Der 1932 in Dresden geborene Gerhard Richter zählt zu den bedeutendsten und auch teuersten Malern weltweit. Seit 2001 besetzt er den ersten oder zweiten Platz der Künstlerweltrangliste, dem sogenannten Kunstkompass. Nach einem Malereistudium an der Kunstakademie in Dresden übersiedelte er kurz vor dem Mauerbau 1961 in die Bundesrepublik und suchte an der lebhaften Düsseldorfer Kunstakademie einen neuen Weg für seine Malerei. In seinem zweiten Studium schloss er bald Freundschaft mit Sigmar Polke und dessen Freundeskreis und es entstanden erste Werke und Aktionen, die unter dem Begriff "kapitalistischer Realismus" als Gegenposition zum sozialistischen Realismus in seiner früheren Heimat DDR zu verstehen sind.
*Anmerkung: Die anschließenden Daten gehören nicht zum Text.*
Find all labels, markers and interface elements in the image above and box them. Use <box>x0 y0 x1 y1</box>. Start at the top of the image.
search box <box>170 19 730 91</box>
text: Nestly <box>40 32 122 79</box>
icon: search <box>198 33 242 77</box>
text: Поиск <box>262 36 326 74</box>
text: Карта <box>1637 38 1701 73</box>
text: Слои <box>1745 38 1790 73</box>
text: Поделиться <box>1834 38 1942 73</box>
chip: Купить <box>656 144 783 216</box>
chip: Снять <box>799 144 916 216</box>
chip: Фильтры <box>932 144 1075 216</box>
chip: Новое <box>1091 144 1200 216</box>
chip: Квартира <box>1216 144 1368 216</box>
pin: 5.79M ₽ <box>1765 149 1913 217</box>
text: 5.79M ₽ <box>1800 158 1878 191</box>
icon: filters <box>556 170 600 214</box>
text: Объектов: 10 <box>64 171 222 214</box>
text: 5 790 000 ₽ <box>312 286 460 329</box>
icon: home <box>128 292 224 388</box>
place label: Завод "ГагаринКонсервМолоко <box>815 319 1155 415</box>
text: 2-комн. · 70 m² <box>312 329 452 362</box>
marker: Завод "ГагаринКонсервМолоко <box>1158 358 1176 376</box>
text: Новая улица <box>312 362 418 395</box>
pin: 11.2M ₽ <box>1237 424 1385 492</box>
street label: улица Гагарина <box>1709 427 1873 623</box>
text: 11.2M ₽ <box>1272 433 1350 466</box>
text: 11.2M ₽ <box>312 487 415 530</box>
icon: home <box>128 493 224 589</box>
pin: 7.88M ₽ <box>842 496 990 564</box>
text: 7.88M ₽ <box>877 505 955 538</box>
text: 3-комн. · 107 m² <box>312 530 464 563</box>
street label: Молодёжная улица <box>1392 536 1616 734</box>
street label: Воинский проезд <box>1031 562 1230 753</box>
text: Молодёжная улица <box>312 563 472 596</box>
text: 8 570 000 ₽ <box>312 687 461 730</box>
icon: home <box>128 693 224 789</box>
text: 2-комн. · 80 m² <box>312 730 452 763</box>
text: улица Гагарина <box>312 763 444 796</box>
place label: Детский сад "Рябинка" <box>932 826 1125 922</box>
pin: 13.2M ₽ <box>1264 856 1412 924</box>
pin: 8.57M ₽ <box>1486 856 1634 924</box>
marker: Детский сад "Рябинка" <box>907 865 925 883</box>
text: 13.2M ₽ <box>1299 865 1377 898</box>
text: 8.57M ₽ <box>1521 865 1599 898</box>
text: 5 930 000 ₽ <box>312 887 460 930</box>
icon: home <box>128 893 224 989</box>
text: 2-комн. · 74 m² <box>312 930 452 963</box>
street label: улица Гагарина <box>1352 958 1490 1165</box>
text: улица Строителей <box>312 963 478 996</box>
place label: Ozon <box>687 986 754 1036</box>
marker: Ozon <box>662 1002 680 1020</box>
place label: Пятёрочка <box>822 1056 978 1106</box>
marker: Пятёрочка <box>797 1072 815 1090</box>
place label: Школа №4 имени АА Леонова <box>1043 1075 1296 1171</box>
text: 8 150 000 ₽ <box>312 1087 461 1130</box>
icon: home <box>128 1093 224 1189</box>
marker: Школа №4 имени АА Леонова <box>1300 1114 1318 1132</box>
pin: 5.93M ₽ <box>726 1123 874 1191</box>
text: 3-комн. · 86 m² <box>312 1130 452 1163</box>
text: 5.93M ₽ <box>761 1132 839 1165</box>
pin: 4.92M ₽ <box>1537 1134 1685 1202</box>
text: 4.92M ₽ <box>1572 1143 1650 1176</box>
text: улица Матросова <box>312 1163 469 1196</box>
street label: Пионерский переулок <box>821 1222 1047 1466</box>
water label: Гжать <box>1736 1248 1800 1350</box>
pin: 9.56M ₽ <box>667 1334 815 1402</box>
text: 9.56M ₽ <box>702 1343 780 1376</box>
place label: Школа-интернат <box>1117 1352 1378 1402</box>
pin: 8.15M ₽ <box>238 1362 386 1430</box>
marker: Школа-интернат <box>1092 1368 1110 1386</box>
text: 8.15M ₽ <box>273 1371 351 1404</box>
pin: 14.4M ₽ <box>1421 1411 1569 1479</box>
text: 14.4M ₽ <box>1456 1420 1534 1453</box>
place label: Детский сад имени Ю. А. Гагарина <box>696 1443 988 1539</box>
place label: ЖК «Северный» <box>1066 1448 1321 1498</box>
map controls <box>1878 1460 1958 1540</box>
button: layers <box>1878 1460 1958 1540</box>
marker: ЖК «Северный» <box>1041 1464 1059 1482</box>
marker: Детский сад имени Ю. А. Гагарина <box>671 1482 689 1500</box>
Ausgehend von dieser wichtigen Düsseldorfer Phase soll anhand der anschließenden Fotobilder, seiner unterschiedlichen abstrakten Kompositionen bis hin zu den Fenstern für den Kölner Dom der künstlerische Werdegang beleuchtet und die Frage nach der Richterschen Ästhetik gestellt werden, die ihm bei aller Gegensätzlichkeit seiner Malstile zu einer führenden Rolle auf dem Kunstmarkt und großen Beliebtheit beim Publikum verholfen hat.
Der Vortrag findet live im Internet in einem virtuellen Vortragsraum statt.